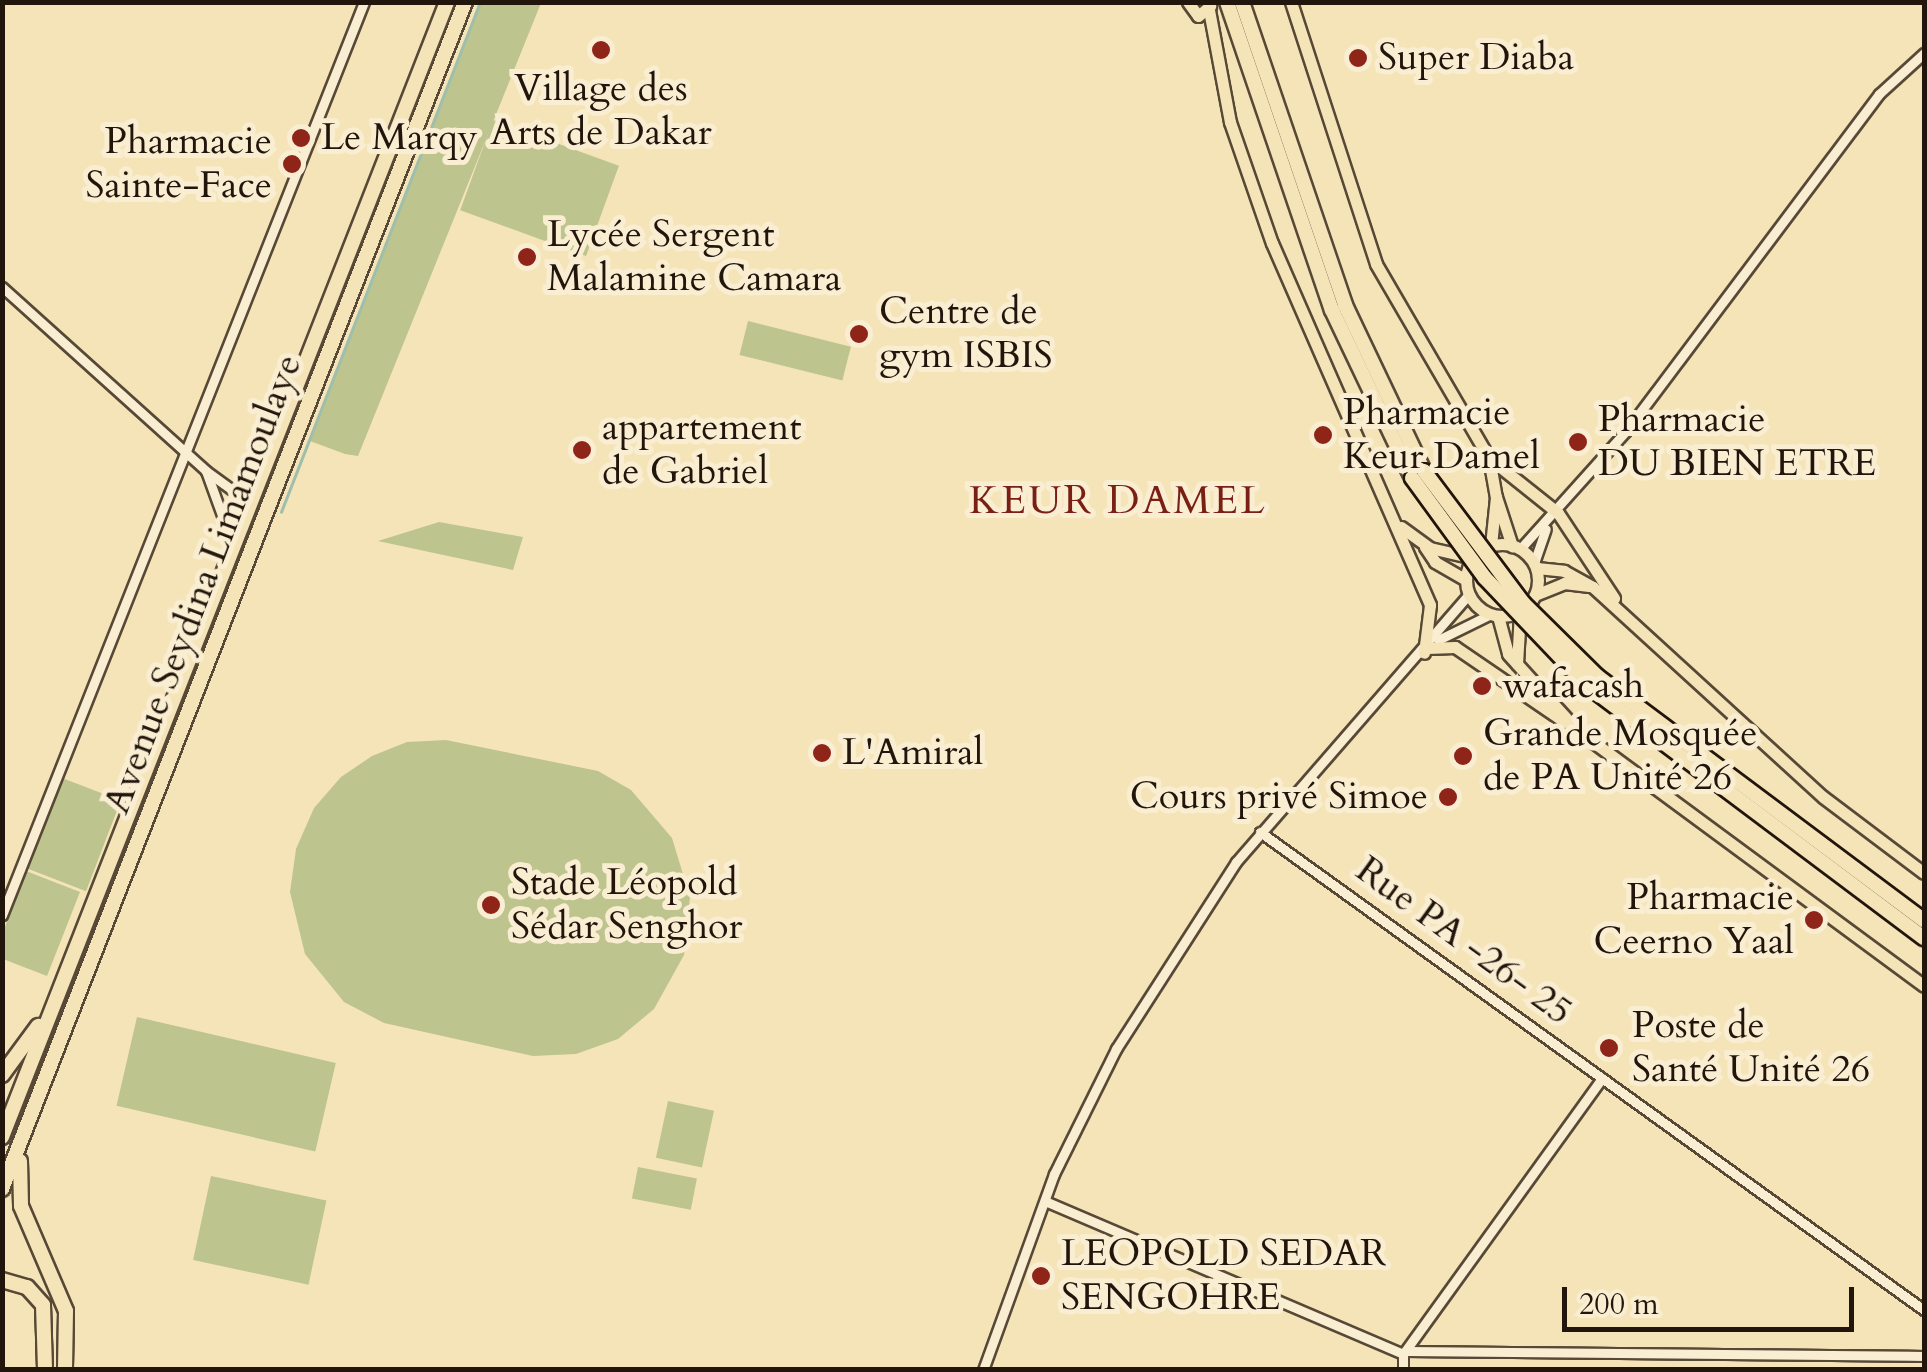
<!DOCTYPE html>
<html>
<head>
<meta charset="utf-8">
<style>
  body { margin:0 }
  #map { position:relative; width:1927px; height:1372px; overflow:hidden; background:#f6e4b9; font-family:Cardo,serif }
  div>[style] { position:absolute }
  .green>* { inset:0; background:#bdc48e; transform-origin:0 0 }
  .stream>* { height:2.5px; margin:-1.25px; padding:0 1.25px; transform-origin:1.25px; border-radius:1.25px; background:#9dbfac }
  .roads { filter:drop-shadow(2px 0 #574936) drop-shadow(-2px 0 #574936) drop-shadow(0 2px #574936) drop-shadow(0 -2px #574936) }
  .minor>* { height:9px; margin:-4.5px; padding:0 4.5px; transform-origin:4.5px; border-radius:4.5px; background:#f9edd2 }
  .major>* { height:11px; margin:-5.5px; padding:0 5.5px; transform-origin:5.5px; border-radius:5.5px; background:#f6e4b9 }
  .major>.ring { margin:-5.5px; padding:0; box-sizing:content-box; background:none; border:11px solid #f6e4b9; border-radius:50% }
  .highway>* { height:14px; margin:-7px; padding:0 7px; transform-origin:7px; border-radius:7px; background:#f6e4b9 }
  .bridges { filter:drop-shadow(2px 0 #22150b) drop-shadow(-2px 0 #22150b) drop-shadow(0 2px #22150b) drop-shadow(0 -2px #22150b) }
  .highway-bridge>* { height:14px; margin:-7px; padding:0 7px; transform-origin:7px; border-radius:7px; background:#f6e4b9 }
  .dots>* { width:28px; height:28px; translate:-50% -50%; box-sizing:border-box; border:5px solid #f9edd2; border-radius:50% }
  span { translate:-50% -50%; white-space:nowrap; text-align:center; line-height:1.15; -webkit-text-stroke:10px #f9edd2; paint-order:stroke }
  .poi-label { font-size:38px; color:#22150b }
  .left { translate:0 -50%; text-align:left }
  .right { translate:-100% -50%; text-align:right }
  .street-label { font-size:38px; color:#22150b }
  .neighbourhood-label { font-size:40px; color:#7a1f14; letter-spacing:2.5px }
  .frame { position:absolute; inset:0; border:5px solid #22150b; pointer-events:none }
  .scale { position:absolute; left:1562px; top:1287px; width:292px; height:45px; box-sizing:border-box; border:5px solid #22150b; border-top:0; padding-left:12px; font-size:30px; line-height:35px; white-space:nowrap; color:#22150b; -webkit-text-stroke:8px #f9edd2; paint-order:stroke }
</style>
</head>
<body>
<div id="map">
  <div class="green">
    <div style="clip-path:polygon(481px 3px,541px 3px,358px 456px,345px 454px,310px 441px)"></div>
    <div style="left:493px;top:120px;width:134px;height:96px;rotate:20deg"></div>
    <div style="left:748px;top:321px;width:106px;height:35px;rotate:14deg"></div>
    <div style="clip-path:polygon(439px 522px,523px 537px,513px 570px,378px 541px)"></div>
    <div style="clip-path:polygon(446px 740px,598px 771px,631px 790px,672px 838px,690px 897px,684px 955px,654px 1009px,618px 1039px,576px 1054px,533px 1056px,384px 1023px,344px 1002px,305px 954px,290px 892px,296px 849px,314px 808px,341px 777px,372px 756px,407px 742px)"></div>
    <div style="left:62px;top:778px;width:63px;height:97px;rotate:21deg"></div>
    <div style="clip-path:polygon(26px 871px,80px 892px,47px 976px,3px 959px,3px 932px)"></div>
    <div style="left:137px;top:1017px;width:204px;height:91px;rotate:13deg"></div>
    <div style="left:668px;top:1101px;width:47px;height:58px;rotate:12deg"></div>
    <div style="left:638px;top:1167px;width:60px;height:32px;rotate:11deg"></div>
    <div style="left:211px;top:1176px;width:118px;height:86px;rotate:12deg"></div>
  </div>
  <div class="stream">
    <div style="left:281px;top:512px;width:547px;rotate:-68.68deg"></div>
  </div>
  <div class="roads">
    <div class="minor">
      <div style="left:2px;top:287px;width:275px;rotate:42deg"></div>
      <div style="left:206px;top:471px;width:31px;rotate:36deg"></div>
      <div style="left:231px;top:489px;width:25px;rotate:-5deg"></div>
      <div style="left:206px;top:471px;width:77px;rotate:70.1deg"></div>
      <div style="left:1520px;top:549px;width:159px;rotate:-48.1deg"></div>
      <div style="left:1626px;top:431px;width:421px;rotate:-53.1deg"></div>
      <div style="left:1879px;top:94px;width:61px;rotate:-42.3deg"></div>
      <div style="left:1534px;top:563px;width:36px;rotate:-71deg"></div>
      <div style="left:1438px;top:640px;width:59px;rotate:-26.1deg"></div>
      <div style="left:1260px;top:832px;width:818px;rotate:35.75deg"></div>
      <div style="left:2px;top:915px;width:982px;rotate:-68.37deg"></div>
      <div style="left:1047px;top:1202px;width:387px;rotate:23.1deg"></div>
      <div style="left:1406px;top:1351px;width:518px;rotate:0.55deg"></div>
      <div style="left:983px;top:1370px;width:208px;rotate:-70.1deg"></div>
      <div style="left:1054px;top:1174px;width:140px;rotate:-63.6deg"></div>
      <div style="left:1116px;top:1049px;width:222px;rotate:-57.3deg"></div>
      <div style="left:1236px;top:862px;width:355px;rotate:-49deg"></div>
      <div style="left:1403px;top:1370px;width:16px;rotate:-90deg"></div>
      <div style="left:1403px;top:1354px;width:340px;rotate:-54.2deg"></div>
    </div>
    <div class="major">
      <div style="left:1188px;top:2px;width:17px;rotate:54deg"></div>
      <div style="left:1198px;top:16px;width:16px;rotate:-40deg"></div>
      <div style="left:1291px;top:2px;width:275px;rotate:72deg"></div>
      <div style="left:1376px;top:264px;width:225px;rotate:59.8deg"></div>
      <div style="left:1489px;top:458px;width:40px;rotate:80deg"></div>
      <div style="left:1496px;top:497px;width:48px;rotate:95.9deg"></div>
      <div style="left:1209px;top:10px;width:114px;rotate:79.4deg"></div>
      <div style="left:1230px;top:122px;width:128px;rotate:70.9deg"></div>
      <div style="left:1272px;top:243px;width:395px;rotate:66.4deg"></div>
      <div style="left:1430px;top:605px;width:48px;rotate:97.1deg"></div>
      <div style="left:1489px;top:458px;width:88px;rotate:38.6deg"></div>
      <div style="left:1558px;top:513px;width:102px;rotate:56.6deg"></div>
      <div style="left:1496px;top:497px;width:52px;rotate:71.9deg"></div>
      <div style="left:1401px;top:527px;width:36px;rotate:36deg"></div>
      <div style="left:1430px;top:548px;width:44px;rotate:13.1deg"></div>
      <div class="ring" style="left:1466px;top:544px;width:61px;height:61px"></div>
      <div style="left:1425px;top:547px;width:18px;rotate:56deg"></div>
      <div style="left:1435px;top:562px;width:36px;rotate:30deg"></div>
      <div style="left:1537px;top:568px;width:27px;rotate:6deg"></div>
      <div style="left:1564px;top:571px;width:33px;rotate:29deg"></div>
      <div style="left:1593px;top:587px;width:311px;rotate:42.4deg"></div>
      <div style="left:1823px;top:797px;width:126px;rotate:37deg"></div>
      <div style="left:1535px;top:595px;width:31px;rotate:-22deg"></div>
      <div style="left:1564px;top:583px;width:25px;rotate:7deg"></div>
      <div style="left:1498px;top:616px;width:39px;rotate:75deg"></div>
      <div style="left:1508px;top:654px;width:103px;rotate:47.8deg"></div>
      <div style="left:1577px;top:730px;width:431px;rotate:36.4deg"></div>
      <div style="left:1427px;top:648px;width:28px;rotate:-2deg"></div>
      <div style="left:1455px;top:647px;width:133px;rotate:34.3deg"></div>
      <div style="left:1517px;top:664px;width:52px;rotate:-86.7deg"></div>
    </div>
    <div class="highway">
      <div style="left:1227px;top:2px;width:325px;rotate:71.2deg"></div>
      <div style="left:1332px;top:310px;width:186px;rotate:64.5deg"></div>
      <div style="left:1242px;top:2px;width:320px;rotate:71.2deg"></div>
      <div style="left:1345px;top:305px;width:184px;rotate:64.6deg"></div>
      <div style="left:2px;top:1075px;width:61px;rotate:-53.7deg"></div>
      <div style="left:2px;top:1137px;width:1219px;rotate:-68.59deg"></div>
      <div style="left:20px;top:1161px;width:45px;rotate:88.7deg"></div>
      <div style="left:21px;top:1206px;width:114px;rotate:66.8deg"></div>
      <div style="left:66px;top:1311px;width:59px;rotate:91deg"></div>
      <div style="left:2px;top:1189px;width:1274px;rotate:-68.69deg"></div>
      <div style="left:2px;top:1280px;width:26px;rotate:16deg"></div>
      <div style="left:27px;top:1287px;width:24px;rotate:48deg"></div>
      <div style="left:43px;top:1305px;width:65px;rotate:88.2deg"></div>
    </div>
  </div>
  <div class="bridges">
    <div class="highway-bridge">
      <div style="left:1424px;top:471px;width:166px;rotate:53.1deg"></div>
      <div style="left:1524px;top:604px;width:103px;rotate:44.6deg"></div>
      <div style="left:1597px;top:676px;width:409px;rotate:36.8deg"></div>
      <div style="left:1412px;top:478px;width:124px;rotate:53.9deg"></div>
      <div style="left:1485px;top:578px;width:149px;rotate:46.4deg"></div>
      <div style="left:1588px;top:686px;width:420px;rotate:36.9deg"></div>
    </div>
  </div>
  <div class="dots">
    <div style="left:601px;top:50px;background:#8f2418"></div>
    <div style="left:1358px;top:58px;background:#8f2418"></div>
    <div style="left:301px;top:138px;background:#8f2418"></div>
    <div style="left:292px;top:164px;background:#8f2418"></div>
    <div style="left:527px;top:257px;background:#8f2418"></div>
    <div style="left:859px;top:334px;background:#8f2418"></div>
    <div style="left:1323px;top:435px;background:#8f2418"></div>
    <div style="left:1578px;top:442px;background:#8f2418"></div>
    <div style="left:582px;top:450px;background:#8f2418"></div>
    <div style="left:1482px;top:686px;background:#8f2418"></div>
    <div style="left:822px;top:753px;background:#8f2418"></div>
    <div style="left:1463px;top:756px;background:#8f2418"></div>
    <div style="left:1448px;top:797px;background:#8f2418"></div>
    <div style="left:491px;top:905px;background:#8f2418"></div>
    <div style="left:1814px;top:920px;background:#8f2418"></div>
    <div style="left:1609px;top:1048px;background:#8f2418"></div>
    <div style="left:1041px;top:1276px;background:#8f2418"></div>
  </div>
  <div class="poi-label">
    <span class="left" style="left:1378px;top:58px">Super Diaba</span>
    <span style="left:601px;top:111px">Village des<br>Arts de Dakar</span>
    <span class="left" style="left:321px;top:138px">Le Marqy</span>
    <span class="right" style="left:272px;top:164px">Pharmacie<br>Sainte-Face</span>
    <span class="left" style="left:547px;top:257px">Lycée Sergent<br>Malamine Camara</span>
    <span class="left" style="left:879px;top:334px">Centre de<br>gym ISBIS</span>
    <span class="left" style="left:1343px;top:435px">Pharmacie<br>Keur Damel</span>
    <span class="left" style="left:1598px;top:442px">Pharmacie<br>DU BIEN ETRE</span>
    <span class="left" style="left:602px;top:450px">appartement<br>de Gabriel</span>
    <span class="left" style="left:1502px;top:686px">wafacash</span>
    <span class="left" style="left:1483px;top:756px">Grande Mosquée<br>de PA Unité 26</span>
    <span class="left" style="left:842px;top:753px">L'Amiral</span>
    <span class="right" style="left:1428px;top:797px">Cours privé Simoe</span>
    <span class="left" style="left:511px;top:905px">Stade Léopold<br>Sédar Senghor</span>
    <span class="right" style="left:1794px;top:920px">Pharmacie<br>Ceerno Yaal</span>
    <span class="left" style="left:1632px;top:1048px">Poste de<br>Santé Unité 26</span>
    <span class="left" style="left:1061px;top:1276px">LEOPOLD SEDAR<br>SENGOHRE</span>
  </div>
  <div class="street-label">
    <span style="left:203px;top:584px;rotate:-69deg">Avenue Seydina Limamoulaye</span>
    <span style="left:1464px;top:941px;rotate:36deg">Rue PA -26- 25</span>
  </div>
  <div class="neighbourhood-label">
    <span style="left:1118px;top:501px">KEUR DAMEL</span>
  </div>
  <div class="frame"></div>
  <div class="scale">200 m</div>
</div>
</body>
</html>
• • • •
• _YOUR ASSIGNMENT_
Look through the material for "stream". Copy each line that has it.

• _FINISHED TASK_
  .stream>* { height:2.5px; margin:-1.25px; padding:0 1.25px; transform-origin:1.25px; border-radius:1.25px; background:#9dbfac }
  <div class="stream">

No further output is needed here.